Patients with schizophrenia showed the highest hazard rate for death compared to other groups with SMIs (hazard ratio, 1.58; 95% confidence interval (CI), 1.18-2.1, with anxiety group the reference). Survival was reduced in patients referred to liaison psychiatry services. There were no significant differences between the SMI groups in terms of rates of dementia. However, risks of death and dementia were significantly increased compared to the general population (standardized mortality rates with 95% CI, 2.6(2.0-3.3), 3.5(2.6-4.5), 2.5(2.0-3.0) and 1.8 (1.4-2.2) and standardized dementia incidence rates with 95% CI, 2.7(1.5-4.1), 2.9(1.5-4.7), 3.8(2.6-5.2) and 4.3 (3.0-5.7) for bipolar disorder/mania, schizophrenia, recurrent depression and anxiety disorders respectively.
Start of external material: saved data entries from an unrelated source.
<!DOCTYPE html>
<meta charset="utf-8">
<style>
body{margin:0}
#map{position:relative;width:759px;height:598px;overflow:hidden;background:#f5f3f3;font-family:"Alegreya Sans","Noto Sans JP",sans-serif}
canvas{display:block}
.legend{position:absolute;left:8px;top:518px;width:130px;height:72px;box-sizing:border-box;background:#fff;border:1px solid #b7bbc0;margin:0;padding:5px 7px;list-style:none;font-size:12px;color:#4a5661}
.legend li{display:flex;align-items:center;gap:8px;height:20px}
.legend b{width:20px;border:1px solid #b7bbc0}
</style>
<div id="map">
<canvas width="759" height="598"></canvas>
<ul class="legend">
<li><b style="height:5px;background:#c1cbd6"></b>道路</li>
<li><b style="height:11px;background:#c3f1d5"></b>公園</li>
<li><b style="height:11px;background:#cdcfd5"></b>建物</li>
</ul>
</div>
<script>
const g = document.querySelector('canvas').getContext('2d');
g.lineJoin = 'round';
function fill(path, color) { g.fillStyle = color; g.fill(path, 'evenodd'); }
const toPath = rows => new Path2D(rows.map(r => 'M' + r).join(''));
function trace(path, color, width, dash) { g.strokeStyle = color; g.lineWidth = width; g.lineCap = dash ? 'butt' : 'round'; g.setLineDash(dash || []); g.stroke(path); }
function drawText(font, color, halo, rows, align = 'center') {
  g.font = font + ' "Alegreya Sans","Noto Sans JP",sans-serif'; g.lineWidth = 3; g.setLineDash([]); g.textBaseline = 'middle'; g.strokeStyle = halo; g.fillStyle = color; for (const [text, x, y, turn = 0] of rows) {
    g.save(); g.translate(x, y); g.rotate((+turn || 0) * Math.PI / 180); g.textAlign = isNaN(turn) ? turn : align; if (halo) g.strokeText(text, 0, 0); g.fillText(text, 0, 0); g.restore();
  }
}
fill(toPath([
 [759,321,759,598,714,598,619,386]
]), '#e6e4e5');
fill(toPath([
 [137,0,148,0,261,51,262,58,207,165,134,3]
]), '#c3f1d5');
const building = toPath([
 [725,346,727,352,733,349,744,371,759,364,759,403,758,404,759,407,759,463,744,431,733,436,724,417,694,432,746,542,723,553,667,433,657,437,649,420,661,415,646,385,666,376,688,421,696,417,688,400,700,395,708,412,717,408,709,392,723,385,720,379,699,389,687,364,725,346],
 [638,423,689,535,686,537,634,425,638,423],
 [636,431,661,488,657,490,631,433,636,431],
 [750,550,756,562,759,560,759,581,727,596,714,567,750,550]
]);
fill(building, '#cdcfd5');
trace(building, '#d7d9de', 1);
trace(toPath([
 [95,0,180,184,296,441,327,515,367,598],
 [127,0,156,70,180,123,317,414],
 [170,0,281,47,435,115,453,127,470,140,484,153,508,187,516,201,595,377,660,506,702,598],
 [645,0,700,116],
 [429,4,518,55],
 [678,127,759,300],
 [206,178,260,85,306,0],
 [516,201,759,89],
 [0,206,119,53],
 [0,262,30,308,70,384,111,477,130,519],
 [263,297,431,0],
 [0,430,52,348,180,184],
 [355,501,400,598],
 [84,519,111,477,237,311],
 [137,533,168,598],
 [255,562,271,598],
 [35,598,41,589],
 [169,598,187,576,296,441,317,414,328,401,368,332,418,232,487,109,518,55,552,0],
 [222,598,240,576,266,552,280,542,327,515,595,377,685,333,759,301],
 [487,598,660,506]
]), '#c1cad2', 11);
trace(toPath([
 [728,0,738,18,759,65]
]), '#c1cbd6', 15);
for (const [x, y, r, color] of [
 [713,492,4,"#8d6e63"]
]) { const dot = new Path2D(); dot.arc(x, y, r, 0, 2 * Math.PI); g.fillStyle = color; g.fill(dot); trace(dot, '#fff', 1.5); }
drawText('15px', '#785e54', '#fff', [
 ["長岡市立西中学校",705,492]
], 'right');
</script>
Older adults referred into an old age psychiatry service show higher rates of dementia and death than those reported for the general population.
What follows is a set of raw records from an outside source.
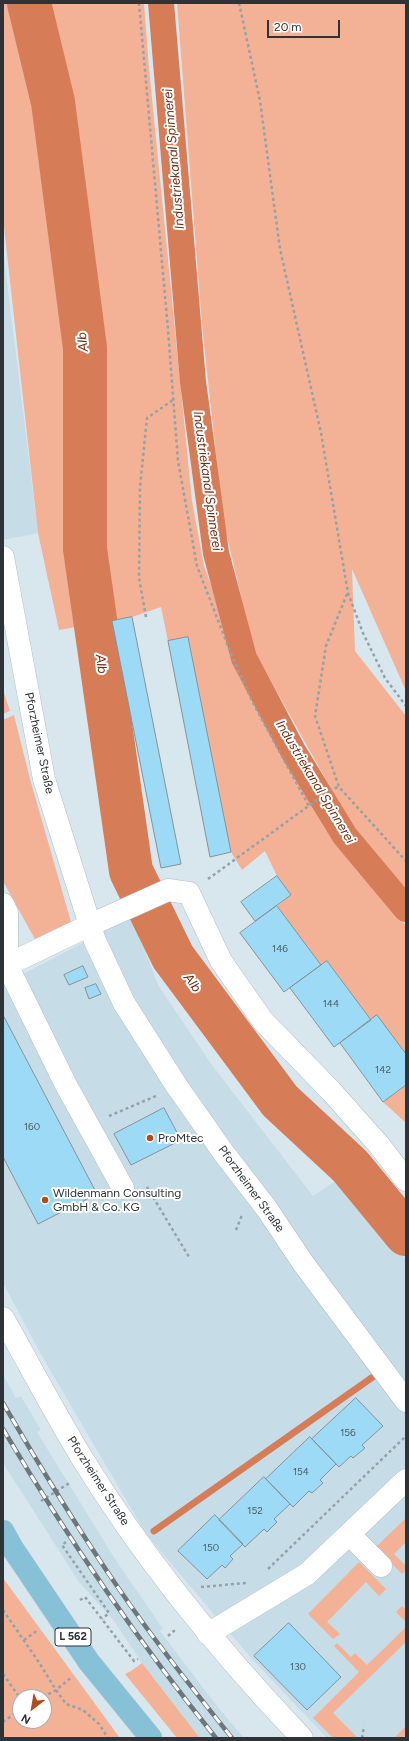 <!DOCTYPE html>
<meta charset="utf-8">
<style>
body{margin:0}
#map{position:relative;width:409px;height:1741px;overflow:hidden;background:#d8e7ee;font-family:Figtree,sans-serif}
canvas{display:block}
.frame{position:absolute;inset:0;border:4px solid #2d3336;pointer-events:none}
.north{position:absolute;left:12px;top:1689px;width:40px;height:40px;box-sizing:border-box;background:#fff;border:1px solid #abadaf;border-radius:50%;rotate:211deg;font-size:11px;font-weight:700;line-height:16px;text-align:center;color:#2d3336}
.north::after{content:'';display:block;margin:auto;width:14px;height:18px;background:#b14c1c;clip-path:polygon(50% 0,100% 100%,50% 72%,0 100%)}
.scale{position:absolute;left:267px;top:20px;width:73px;height:18px;box-sizing:border-box;border:2px solid #2d3336;border-top:0;padding-left:5px;font-size:12px;line-height:14px;white-space:nowrap;color:#2d3336;-webkit-text-stroke:3px #fff;paint-order:stroke}
</style>
<div id="map">
<canvas width="409" height="1741"></canvas>
<div class="frame"></div>
<div class="north">N</div>
<div class="scale">20 m</div>
</div>
<script>
const ctx = document.querySelector('canvas').getContext('2d');
ctx.lineJoin = 'round';
function paint(path, color) { ctx.fillStyle = color; ctx.fill(path, 'evenodd'); }
function stroke(path, color, width, dash) { ctx.strokeStyle = color; ctx.lineWidth = width; ctx.lineCap = dash ? 'butt' : 'round'; ctx.setLineDash(dash || []); ctx.stroke(path); }
function drawText(font, color, halo, rows, align = 'center') {
  ctx.font = font + ' Figtree,sans-serif'; ctx.lineWidth = 4; ctx.setLineDash([]); ctx.textBaseline = 'middle'; ctx.strokeStyle = halo; ctx.fillStyle = color; for (const [text, x, y, turn = 0] of rows) {
    ctx.save(); ctx.translate(x, y); ctx.rotate((+turn || 0) * Math.PI / 180); ctx.textAlign = isNaN(turn) ? turn : align; if (halo) ctx.strokeText(text, 0, 0); ctx.fillText(text, 0, 0); ctx.restore();
  }
}
const built = new Path2D(`
 M3,249L38,533L3,540Z
 M132,917L158,985L212,1065L313,1196L344,1175L406,1260V1738H327L250,1657L146,1534L43,1358L3,1283V978L6,983Z
 M3,1375L16,1398L21,1396L41,1430L37,1432L115,1559L163,1629L160,1631L217,1706L244,1738H200L142,1663L114,1621L79,1582L3,1463Z`);
const green = new Path2D(`
 M3,3H144L149,68L192,501L204,566L232,642L266,719L323,821L406,926V1054L377,1016L371,1020L327,961L321,965L277,906L291,895L277,876L265,851L242,870L231,852L188,637L168,641L161,607L132,617L59,630L38,533L3,218Z
 M177,3H406V691L352,569L355,651L406,716V893L352,826L254,651L223,519L202,325Z
 M3,690L10,711L3,714Z
 M14,715L30,779L71,922L36,941L3,881V720Z
 M406,1085V1123L383,1102Z
 M406,1518V1542L394,1554L406,1566V1570L402,1574L376,1547Z
 M359,1562L386,1589L379,1596L366,1582L327,1622L340,1634L333,1639L308,1614Z
 M3,1578L120,1738H3ZM20,1697H44V1721H20Z
 M402,1606L406,1610V1622L396,1612Z
 M406,1627V1642L333,1713L358,1738H333L313,1718L359,1672L334,1646L337,1643L351,1657L355,1653L367,1665Z
 M142,1663L196,1733L200,1738H177L125,1674L131,1671Z
 M406,1726V1738H394Z`);
const stream = new Path2D(`
 M154,1531L377,1374`);
const canal = new Path2D(`
 M161,3L193,382L216,553L244,658L293,751L345,836L406,909`);
const river = new Path2D(`
 M29,3L53,102L85,348V549L131,871L173,957L280,1101L350,1166L406,1234`);
const building = new Path2D(`
 M132,617L181,864L161,868L112,621Z
 M188,637L231,852L210,857L168,641Z
 M277,876L291,895L255,921L241,902Z
 M277,906L321,965L284,992L240,933Z
 M327,961L371,1020L334,1047L290,988Z
 M83,966L88,977L69,985L64,975Z
 M96,984L101,994L89,999L85,988Z
 M3,1015L97,1194L38,1224L3,1157Z
 M377,1015L406,1054V1085L383,1102L340,1043Z
 M164,1108L181,1140L131,1165L114,1134Z
 M356,1398L383,1426L362,1445L365,1448L353,1458L351,1456L339,1467L312,1439Z
 M310,1437L336,1464L320,1480L323,1483L312,1493L309,1491L293,1507L266,1479Z
 M264,1477L290,1504L274,1519L277,1522L267,1532L264,1529L245,1547L219,1520Z
 M215,1515L243,1544L230,1556L233,1559L225,1568L222,1565L207,1579L178,1551Z
 M289,1623L341,1677L307,1710L254,1656Z`);
const path = new Path2D(`
 M139,3L168,330L178,461L197,566L231,654L253,703L309,806
 M239,3L260,101L280,249L321,433L348,593L363,633L385,678L406,706
 M347,594L326,646L315,716L339,787L406,861
 M146,617L139,578L140,487L147,418L173,400
 M208,879L332,789L339,787
 M109,1116L156,1096
 M147,1187L189,1257
 M236,1230L242,1215
 M41,1501L71,1482
 M66,1542L62,1545L109,1613L102,1619
 M268,1569L406,1436
 M201,1587L246,1583
 M80,1600L85,1597L134,1661L138,1659
 M3,1610L40,1664L56,1690L66,1704L83,1710L99,1724L108,1738
 M168,1636L174,1631L173,1629
 M24,1640L38,1630
 M3,1674L20,1698
 M43,1697L56,1690L72,1677
 M3,1722L20,1710
 M362,1738L364,1726`);
const minor = new Path2D(`
 M3,557L44,779L95,941L124,1003L176,1085L223,1152L267,1209L303,1263L406,1401
 M3,904L7,913V965L90,925L168,890L189,893L221,961L263,1021L331,1091L379,1145L406,1180
 M7,965L66,1085L123,1188
 M3,1318C29,1364 54,1412 82,1458C144,1559 220,1652 302,1738
 M349,1534L381,1566
 M208,1634L307,1574L406,1480`);
const major = new Path2D(`
 M3,1531L13,1549L89,1662L151,1738`);
const rail = new Path2D(`
 M3,1403C39,1465 76,1526 117,1586C153,1639 192,1688 232,1738
 M3,1429C67,1537 137,1640 216,1738`);
const markers = [
 [150,1138,4,"#b14c1c"],
 [45,1200,4,"#b14c1c"]
];
const numberNames = [
 ["146",280,949],
 ["144",331,1004],
 ["142",383,1070],
 ["160",32,1127],
 ["156",348,1433],
 ["154",301,1472],
 ["152",255,1511],
 ["150",211,1548],
 ["130",298,1667]
];
const shields = [
 [73,1637,36]
];
const shieldNames = [
 ["L 562",73,1637]
];
const streetNames = [
 ["Pforzheimer Straße",39,743,78],
 ["Pforzheimer Straße",251,1189,54],
 ["Pforzheimer Straße",98,1481,57]
];
const poiNames = [
 ["ProMtec",158,1138],
 ["Wildenmann Consulting",53,1193],
 ["GmbH & Co. KG",53,1207]
];
const waterNames = [
 ["Industriekanal Spinnerei",174,159,-95],
 ["Alb",83,342,-95],
 ["Industriekanal Spinnerei",207,481,82],
 ["Alb",101,664,82],
 ["Industriekanal Spinnerei",315,782,59],
 ["Alb",192,983,53]
];
paint(built, '#c6dde8');
paint(green, '#f3b196');
stroke(stream, '#d67d58', 7);
stroke(canal, '#d67d58', 26);
stroke(river, '#d67d58', 44);
paint(building, '#9ddaf5');
stroke(building, '#859399', 1);
stroke(minor, '#b0bfc6', 23);
stroke(major, '#c4c6c7', 23);
stroke(path, '#96a1a7', 2.5, [3, 3]);
stroke(minor, '#fff', 22);
stroke(major, '#87c1d7', 22);
stroke(rail, '#6d767a', 4.5);
stroke(rail, '#fff', 3, [9]);
for (const [x, y, r, color] of markers) { const dot = new Path2D(); dot.arc(x, y, r, 0, 2 * Math.PI); ctx.fillStyle = color; ctx.fill(dot); stroke(dot, '#fff', 1.5); }
drawText('10px', '#495d66', null, numberNames);
for (const [x, y, w] of shields) { const box = new Path2D(); box.roundRect(x - w / 2, y - 9, w, 18, 3); ctx.fillStyle = '#fff'; ctx.fill(box); stroke(box, '#2d3336', 1); }
drawText('bold 11px', '#2d3336', null, shieldNames);
drawText('12px', '#2d3336', '#fff', streetNames);
drawText('12px', '#2d3336', '#fff', poiNames, 'left');
drawText('italic 13px', '#682e15', '#fff', waterNames);
</script>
先前的研究表明,在某些严重精神疾病(SMI)中,如双相情感障碍或抑郁症,老年人的死亡率和痴呆率较高。我们研究了在英国一家二级保健精神病学信托机构中,一系列 SMI 患者的老年患者的死亡率和痴呆率。
我们使用了一个连续 6 年的匿名数据集,其中包括来自英国单一二级保健精神病学信托机构的 28340 名 65 岁及以上的患者。我们在双相情感障碍/躁狂症、精神分裂症、复发性抑郁症和焦虑症患者中确定了死亡和新发痴呆病例。我们比较了这些诊断组之间以及不同治疗环境中的死亡率和痴呆率。我们还比较了与一般人群相比的死亡率和痴呆率。
与其他 SMI 组相比,精神分裂症患者的死亡风险最高(危险比,1.58;95%置信区间[CI],1.18-2.1,以焦虑组为参照)。转介到联络精神病学服务的患者生存能力降低。在痴呆率方面,SMI 组之间没有显著差异。然而,与一般人群相比,死亡和痴呆的风险显著增加(标准化死亡率,95%CI 为 2.6(2.0-3.3),3.5(2.6-4.5),2.5(2.0-3.0)和 1.8(1.4-2.2),标准化痴呆发病率,95%CI 为 2.7(1.5-4.1),2.9(1.5-4.7),3.8(2.6-5.2)和 4.3(3.0-5.7),分别用于双相情感障碍/躁狂症、精神分裂症、复发性抑郁症和焦虑症)。
转介到老年精神病学服务的老年患者的痴呆和死亡率高于一般人群报告的水平。